[Collected data entries]
:::
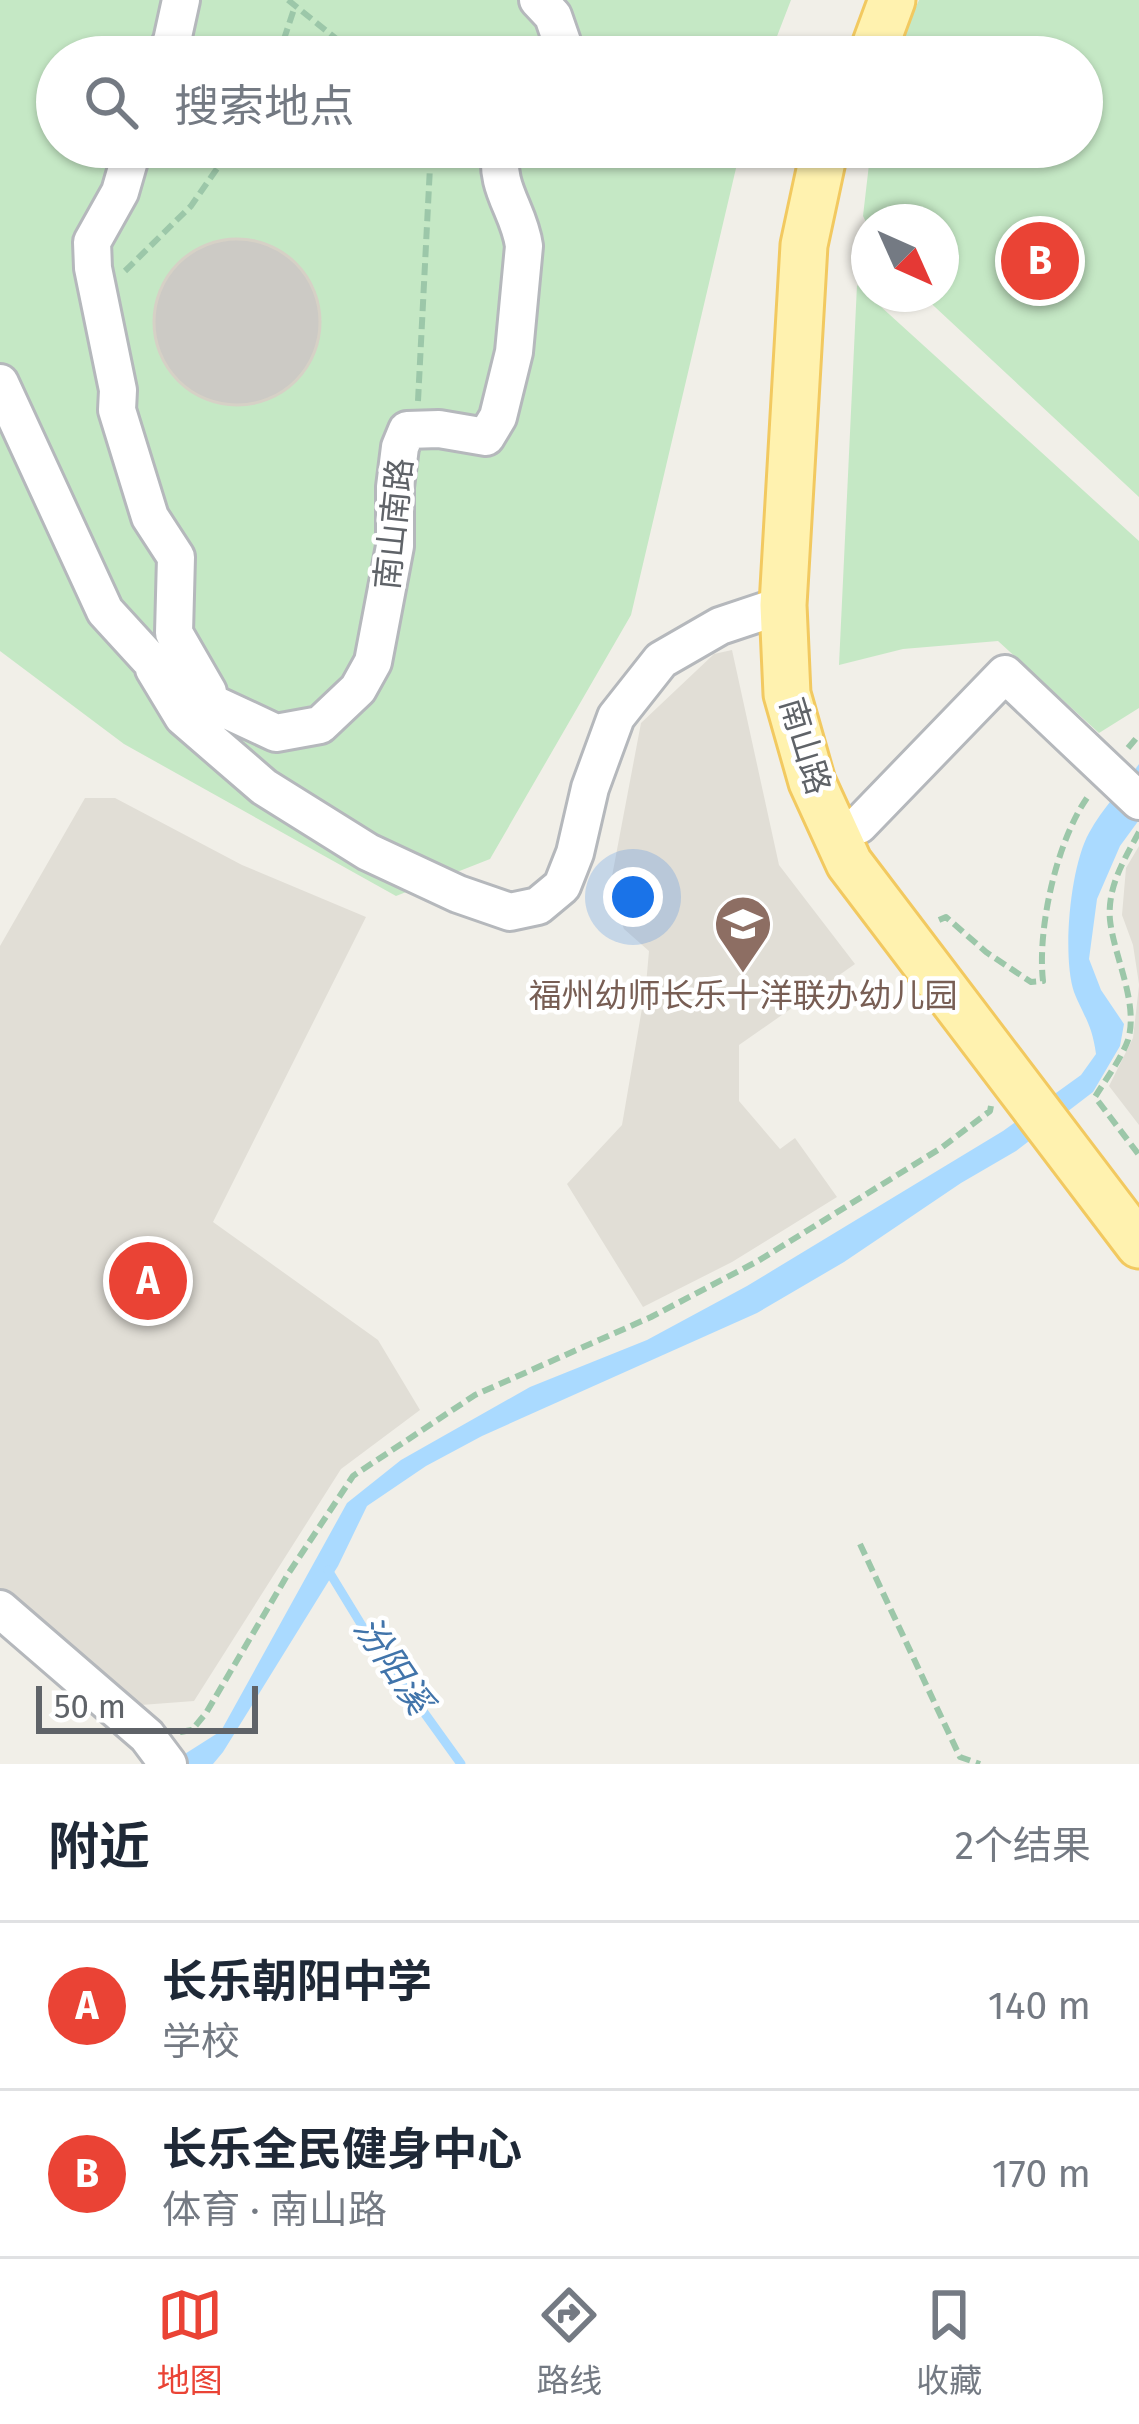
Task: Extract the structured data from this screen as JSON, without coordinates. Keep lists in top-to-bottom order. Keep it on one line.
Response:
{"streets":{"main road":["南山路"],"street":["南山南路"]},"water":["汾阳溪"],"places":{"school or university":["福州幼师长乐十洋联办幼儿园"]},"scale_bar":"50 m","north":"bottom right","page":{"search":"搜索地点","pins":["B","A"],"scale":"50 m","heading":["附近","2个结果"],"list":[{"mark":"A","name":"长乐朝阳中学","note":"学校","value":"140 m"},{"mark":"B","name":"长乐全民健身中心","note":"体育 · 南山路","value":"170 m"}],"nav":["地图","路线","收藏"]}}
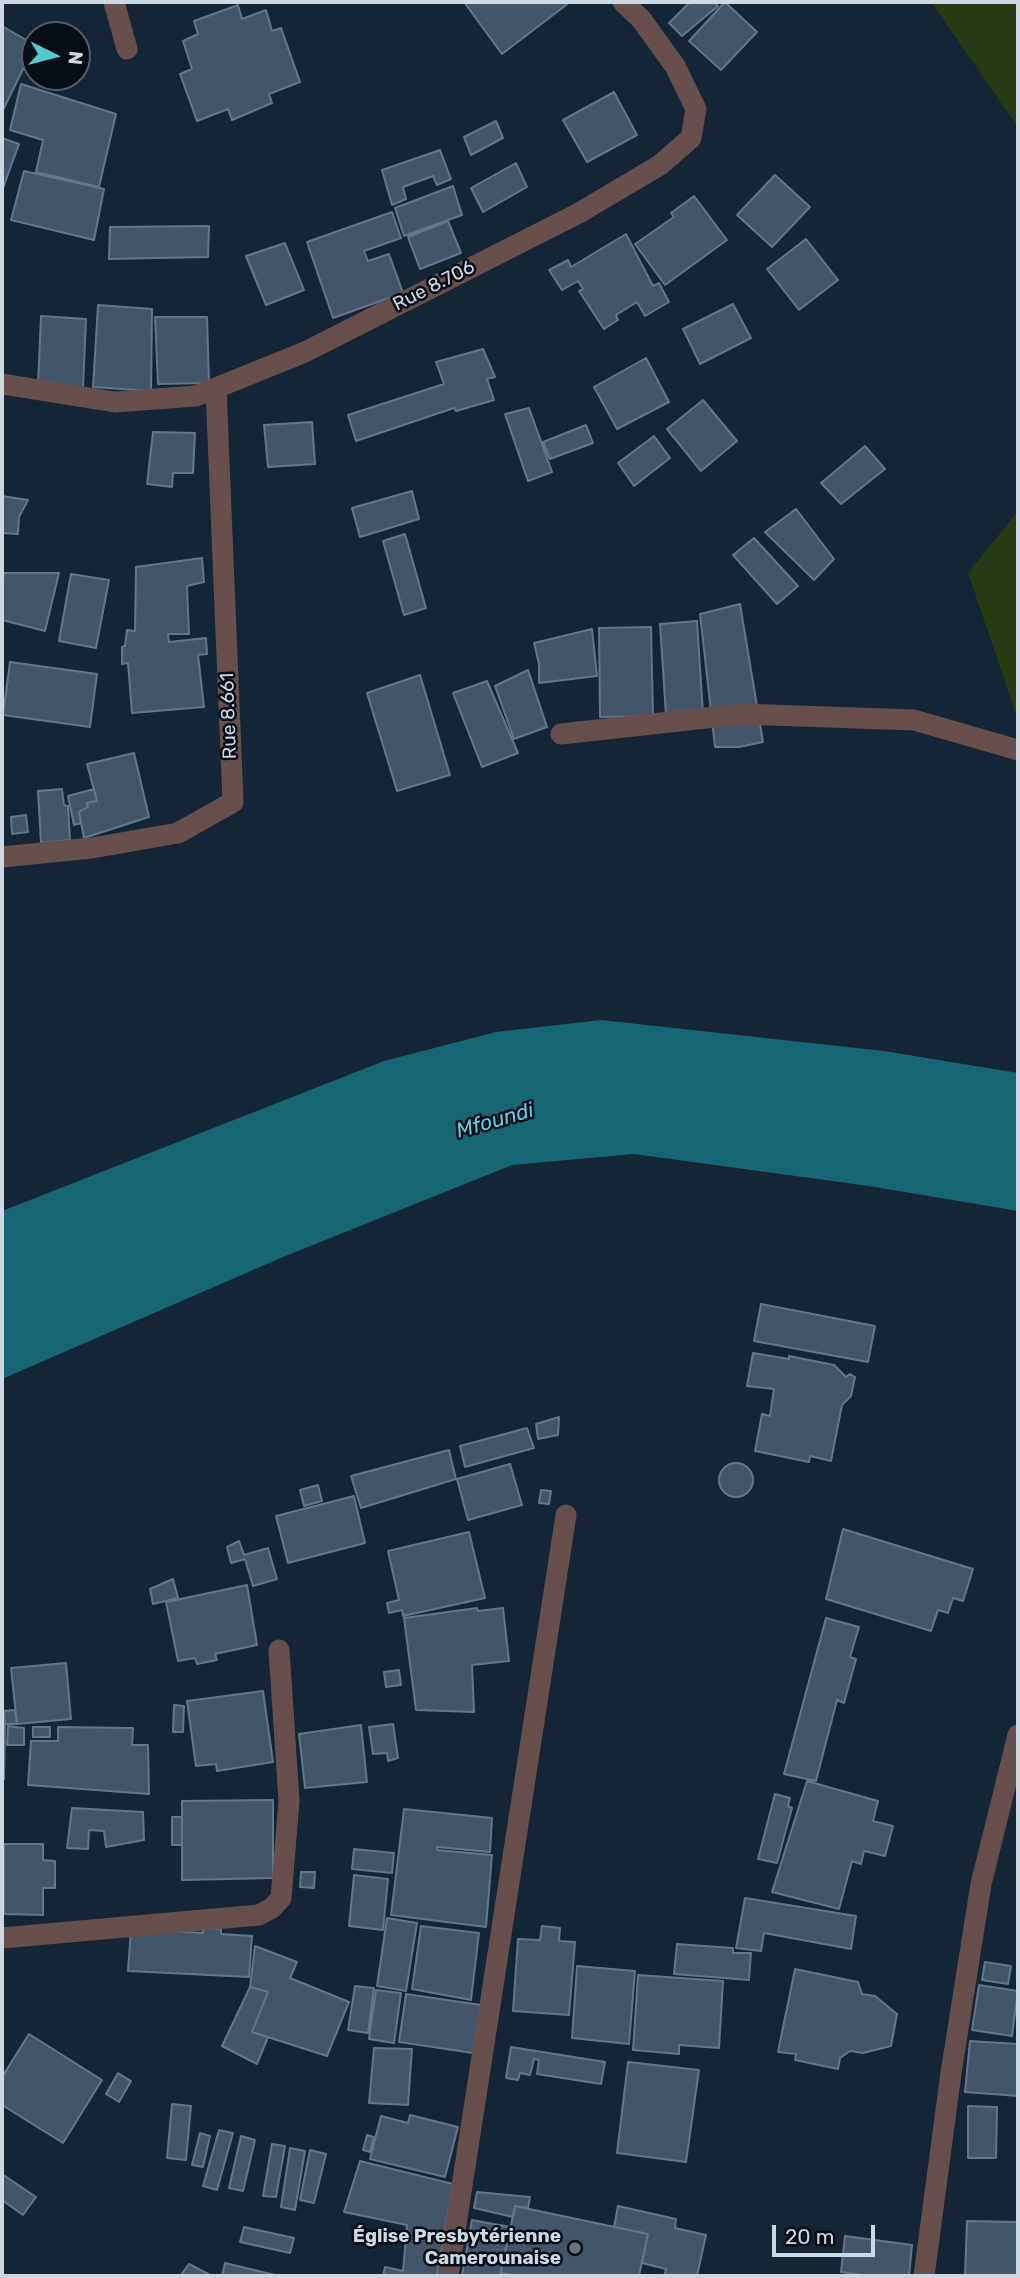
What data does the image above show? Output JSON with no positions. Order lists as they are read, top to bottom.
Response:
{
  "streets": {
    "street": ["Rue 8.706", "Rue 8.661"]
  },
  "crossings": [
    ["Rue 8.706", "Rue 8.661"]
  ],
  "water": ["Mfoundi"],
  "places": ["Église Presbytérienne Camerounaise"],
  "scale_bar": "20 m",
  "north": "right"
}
:::
- **What to work on**
In the records above, find each line with the string "JSON" and list it.

- **Solution below**
Task: Extract the structured data from this screen as JSON, without coordinates. Keep lists in top-to-bottom order. Keep it on one line.
What data does the image above show? Output JSON with no positions. Order lists as they are read, top to bottom.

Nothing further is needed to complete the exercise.